Fair enough. I'll rely on tracepointing the cases where I think this distinction
is helpful for debugging.



Thanks,


Daniel

> 
> -- PMM
Re: [PATCH 0/9] add LOG_UNSUPP log type + mark hcalls as unsupp
Posted by Philippe Mathieu-Daudé 2 years, 1 month ago
On 8/3/22 10:18, Peter Maydell wrote:
> On Mon, 7 Mar 2022 at 22:00, Daniel Henrique Barboza
> <danielhb413@gmail.com> wrote:
>> On 3/7/22 17:21, Peter Maydell wrote:
>>> On Mon, 7 Mar 2022 at 19:19, Daniel Henrique Barboza
>>> <danielhb413@gmail.com> wrote:
>>>>
>>>> Hi,
>>>>
>>>> I got a lot of noise trying to debug an AIX guest in a pseries machine when running with
>>>> '-d unimp'. The reason is that there is no distinction between features
>>>> (in my case, hypercalls) that are unimplemented because we never considered,
>>>> versus features that we made a design choice not to implement.
>>>>
>>>> This series adds a new log type, LOG_UNSUPP, as a way to filter the
>>>> second case. After changing the log level of existing unsupported
>>>> pseries hypercalls, -d unimp was reporting just the ones that I need to
>>>> worry about and decide whether we should implement it or mark as
>>>> unsupported in our model. After this series there's still one hypercall
>>>> thgat is being thrown by AIX. We'll deal with that another day.
>>>
>>> So the intention of the distinction is:
>>>     LOG_UNIMP: we don't implement this, but we should
>>>     LOG_UNSUPP: we don't implement this, and that's OK because it's optional
>>>
>>> ?
>>
>> The idea is that LOG_UNIMP is too broad and it's used to indicate features that are
>> unknown to QEMU and also features that QEMU knows about but does not support it. It's
>> not necessarily a way of telling "we should implement this" but more like "we know/do
>> not know what this is".
> 
>  From the point of view of debugging the guest, I don't care
> whether the QEMU developers know that they've not got round
> to something or whether they've just forgotten it. I care
> about "is this because I, the guest program, did something wrong,
> or is it because QEMU is not completely emulating something
> I should really be able to expect to be present". This is why we
> distinguish LOG_UNIMP from LOG_GUEST_ERROR.
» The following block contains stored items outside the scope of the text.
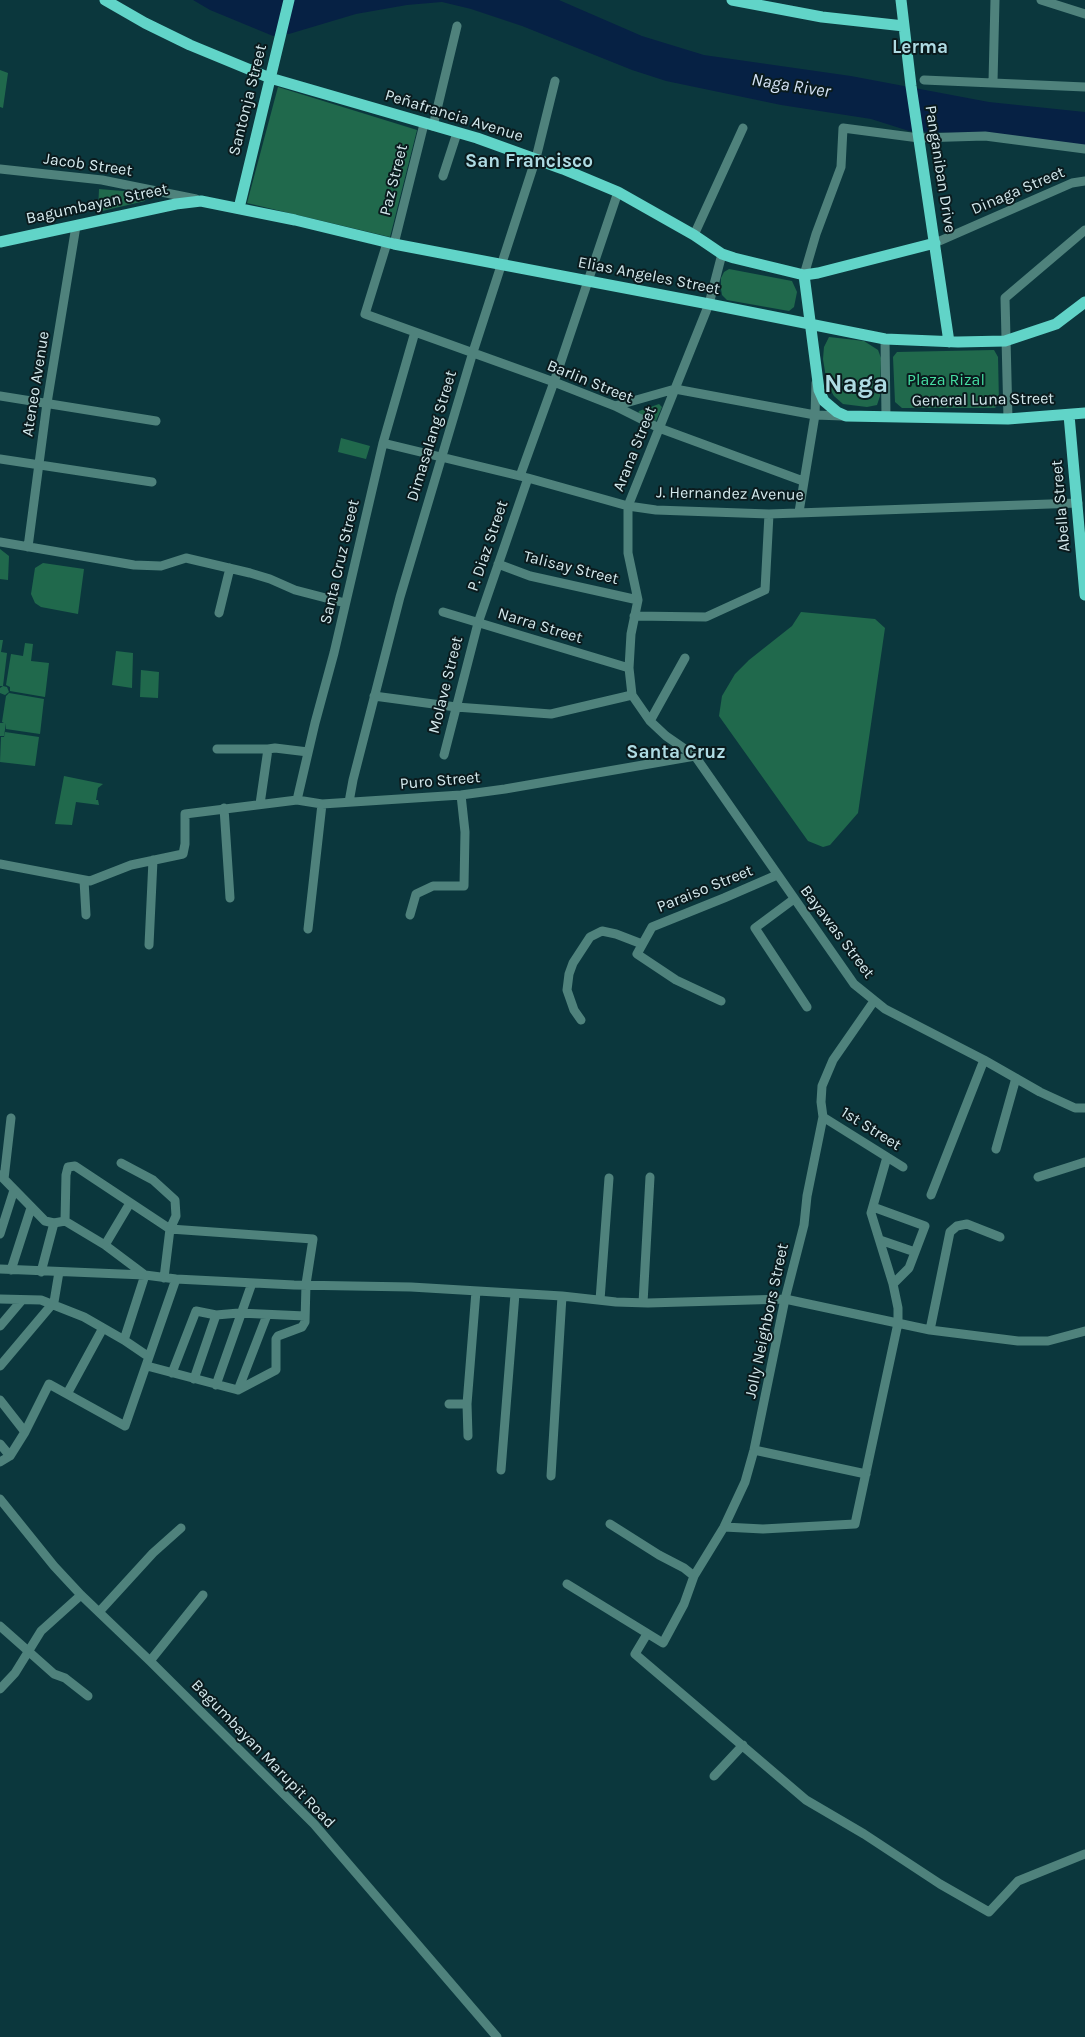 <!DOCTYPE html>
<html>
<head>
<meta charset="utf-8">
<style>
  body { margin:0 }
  canvas { display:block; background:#0b373d }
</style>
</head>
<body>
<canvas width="1085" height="2037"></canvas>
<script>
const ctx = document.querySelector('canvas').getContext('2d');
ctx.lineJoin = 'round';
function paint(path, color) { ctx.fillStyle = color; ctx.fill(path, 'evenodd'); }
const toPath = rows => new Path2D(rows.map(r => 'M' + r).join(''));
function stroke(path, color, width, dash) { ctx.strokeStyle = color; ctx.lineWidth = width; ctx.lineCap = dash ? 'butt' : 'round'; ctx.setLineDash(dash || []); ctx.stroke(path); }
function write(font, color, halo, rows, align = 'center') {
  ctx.font = font + ' Karla,sans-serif'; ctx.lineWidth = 4; ctx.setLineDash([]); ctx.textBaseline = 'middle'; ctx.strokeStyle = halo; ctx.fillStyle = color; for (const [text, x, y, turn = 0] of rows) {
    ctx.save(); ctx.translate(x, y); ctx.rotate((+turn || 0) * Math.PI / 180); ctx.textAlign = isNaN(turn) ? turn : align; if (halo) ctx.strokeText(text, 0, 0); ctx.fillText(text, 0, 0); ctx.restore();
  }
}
paint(toPath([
  [0,70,8,73,3,108,0,107],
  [278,87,417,130,390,237,247,203],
  [99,189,146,193,145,201,98,212],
  [729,269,792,281,797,292,794,307,789,311,727,300,722,295,721,289,721,278,724,272],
  [829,337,864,341,878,350,881,358,880,396,877,405,867,407,843,404,834,396,827,384,823,359,824,347],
  [994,350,998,357,999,403,995,408,902,408,895,402,893,357,897,352],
  [659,404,662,407,656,421,638,414,639,411],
  [341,438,370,446,366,459,338,452],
  [0,549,9,556,8,580,0,579],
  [43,563,84,569,78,614,41,607,35,603,31,594,35,568],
  [801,612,875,619,885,628,858,813,830,845,823,847,808,841,719,716,722,696,735,674,749,660,792,626],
  [0,640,3,640,1,652,7,653,3,686,7,687,9,692,5,695,0,693,0,688,3,686,0,686],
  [25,643,33,644,31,661,49,663,45,697,10,691,10,687,6,685,11,654,23,656],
  [116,651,133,653,132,688,112,685],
  [141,670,159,672,158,698,140,697],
  [9,693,44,699,40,734,6,729,6,723,4,736,0,736,0,723,4,723,2,722,6,696],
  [5,732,39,737,35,766,0,762,1,737,4,737],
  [64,776,103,784,98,788,96,800,98,800,99,805,76,802,72,825,55,824]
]), '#20694c');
paint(toPath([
  [193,0,559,0,642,36,704,55,851,76,989,102,1085,112,1085,146,1018,136,909,131,871,119,781,105,666,81,632,70,522,26,471,9,442,2,407,5,356,14,289,34,273,36,210,10]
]), '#062144');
stroke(toPath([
  [1041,0,1085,14],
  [924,80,1085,87],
  [993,82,995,0],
  [433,126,457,26],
  [0,169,102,180,196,199],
  [443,176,457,133],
  [694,235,743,128],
  [387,243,365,314,554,382,615,406,659,428,803,481],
  [935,243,1072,183,1085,181],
  [394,244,424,124],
  [722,254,709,304,628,506,628,553,638,600,631,634,629,668,632,695,650,721,666,736,695,756,854,984,885,1009,984,1060,1040,1092,1075,1108,1085,1108],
  [804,275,816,234,841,167,843,128,919,138,985,136,1085,149],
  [885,339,886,417],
  [0,396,156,421],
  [615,406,675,389,815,415,843,416],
  [1008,419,1005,298,1085,230],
  [383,443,528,478,628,506,656,510,769,514,1078,503],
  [0,459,152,482],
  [520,476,554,382,618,192],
  [799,512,815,415,816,383],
  [0,542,134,565,161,566,186,558,250,573,270,579,295,590,345,603],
  [28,547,47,403,76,226],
  [498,564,530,576,638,600],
  [443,612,629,668],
  [219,613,230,568],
  [634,616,706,617,765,590,769,514],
  [374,696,456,707,551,714,632,695],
  [650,721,685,658],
  [217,749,268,749,260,804],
  [268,749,275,748,308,752],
  [444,755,478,623,528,478],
  [297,800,315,723,334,653,383,443,415,332],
  [349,802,353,780,400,597,473,352,536,158,555,81],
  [224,808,230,898],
  [0,864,90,881,131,865,183,854,185,844,185,814,297,800,322,804,461,795,505,789,695,756],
  [84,880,86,915],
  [794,899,755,928,807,1007],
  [410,915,416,894,433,886,464,886,465,832,461,795],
  [308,929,322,804],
  [149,945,153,860],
  [721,1001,676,980,637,954,652,927,724,898,777,875],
  [581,1020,574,1010,567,990,569,974,573,963,590,937,602,931,616,934,642,944],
  [823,1117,903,1167],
  [996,1149,1016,1078],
  [121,1163,153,1180,175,1200,176,1216,170,1229,164,1278],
  [0,1175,45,1221,54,1223,65,1221,66,1175,68,1167,75,1166,170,1229,313,1239,306,1284,305,1322,302,1327,278,1336,276,1339,276,1370,238,1390,147,1366],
  [1038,1177,1085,1162],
  [4,1179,11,1118],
  [931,1195,984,1060],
  [873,1207,925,1226,909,1268,893,1284],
  [65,1221,105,1245,130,1203],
  [0,1234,14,1190],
  [880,1240,915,1252],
  [105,1245,145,1275,124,1340],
  [0,1269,145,1275,176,1279,294,1285,411,1287,562,1296,616,1302,648,1303,785,1299,930,1330,1018,1341,1048,1341,1085,1331],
  [11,1270,31,1208],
  [41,1272,54,1223],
  [0,1299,41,1300,84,1317,124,1340,149,1357],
  [600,1300,609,1178],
  [643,1303,650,1177],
  [0,1326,22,1300],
  [930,1330,950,1232,957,1226,967,1224,1000,1237],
  [0,1366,54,1302,59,1272],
  [172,1373,196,1311,216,1315,239,1313,305,1316],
  [194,1379,216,1315],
  [216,1385,252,1283],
  [238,1390,267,1315],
  [67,1394,103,1328],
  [0,1400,25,1432],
  [449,1404,467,1404],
  [468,1436,467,1404,476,1291],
  [0,1444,10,1456],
  [754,1450,866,1474],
  [0,1462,10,1456,25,1432,49,1384,125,1426,176,1279],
  [501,1470,515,1294],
  [551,1476,562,1296],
  [0,1499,54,1566,81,1595,150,1661,314,1824,497,2037],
  [610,1524,659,1555,684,1568,694,1576],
  [724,1527,763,1529,855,1524,898,1323,898,1308,893,1284,871,1213,887,1157],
  [567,1584,663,1643,684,1604,694,1576,724,1527,745,1482,754,1450,785,1299,804,1225,807,1196,823,1117,821,1102,822,1086,833,1060,874,1001],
  [99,1612,153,1553,181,1528],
  [0,1626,54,1674,65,1678,88,1696],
  [647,1634,635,1654,806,1800,864,1834,940,1884,989,1912,1018,1881,1085,1854],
  [150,1661,203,1595],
  [0,1689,15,1673,41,1631,81,1595],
  [714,1776,743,1745]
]), '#4f827c', 9);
stroke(toPath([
  [105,0,145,23,190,45,270,78,477,138,563,169,618,192,694,235,722,254,734,258,804,275,818,273,935,243],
  [732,0,822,17,904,26],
  [901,0,911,86,949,342],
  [239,208,289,0],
  [0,242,176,204,201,201,295,220,394,244,709,304,885,339,958,342,1005,341,1056,324,1085,302],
  [804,275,819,390,824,401,837,412,846,416,1008,419,1085,413],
  [1069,415,1085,595]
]), '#61d4c8', 11);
write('16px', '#d4e9ed', '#0a1b1e', [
  ["Santonja Street",248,100,-76],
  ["Peñafrancia Avenue",454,116,17],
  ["Jacob Street",88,165,8],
  ["Panganiban Drive",940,169,81],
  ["Paz Street",394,180,-76],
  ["Dinaga Street",1018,191,-23],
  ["Bagumbayan Street",97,204,-12],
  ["Elias Angeles Street",649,276,11],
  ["Barlin Street",590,382,22],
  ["Ateneo Avenue",36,384,-81],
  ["General Luna Street",983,400,-1],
  ["Dimasalang Street",432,436,-73],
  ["Arana Street",635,449,-68],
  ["J. Hernandez Avenue",730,494,1],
  ["Abella Street",1061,506,-95],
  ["P. Diaz Street",488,546,-71],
  ["Santa Cruz Street",340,562,-77],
  ["Talisay Street",571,568,14],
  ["Narra Street",540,626,17],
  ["Molave Street",446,685,-76],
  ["Puro Street",440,781,-5],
  ["Paraiso Street",705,889,-22],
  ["Bayawas Street",837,932,53],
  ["1st Street",871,1129,32],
  ["Jolly Neighbors Street",767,1321,-78],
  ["Bagumbayan Marupit Road",263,1754,46]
]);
write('16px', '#46dea2', '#0a1b1e', [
  ["Plaza Rizal",946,380]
]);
write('italic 18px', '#d4e2f5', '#0a1b1e', [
  ["Naga River",791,86,9]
]);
write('bold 19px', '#afdbe3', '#0a1b1e', [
  ["Lerma",920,48],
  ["San Francisco",529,162],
  ["Santa Cruz",676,753]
]);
write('bold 26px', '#afdbe3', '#0a1b1e', [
  ["Naga",856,385]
]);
</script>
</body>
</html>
I agree with this view. Another distinctions:

  * tracing API
    - have multiple backends to send the events
    - is optional, might be completely disabled in build
      (which is why we use it to debug or analyze perfs)

  * qemu_log() API
    - logs to stdout
    - is present in all build variants
      (so we can always look at guest misbehavior as
       Peter described).

LOG_UNSUPP doesn't add value wrt guest misbehavior IMO,
which is why I'd stick to trace events for this.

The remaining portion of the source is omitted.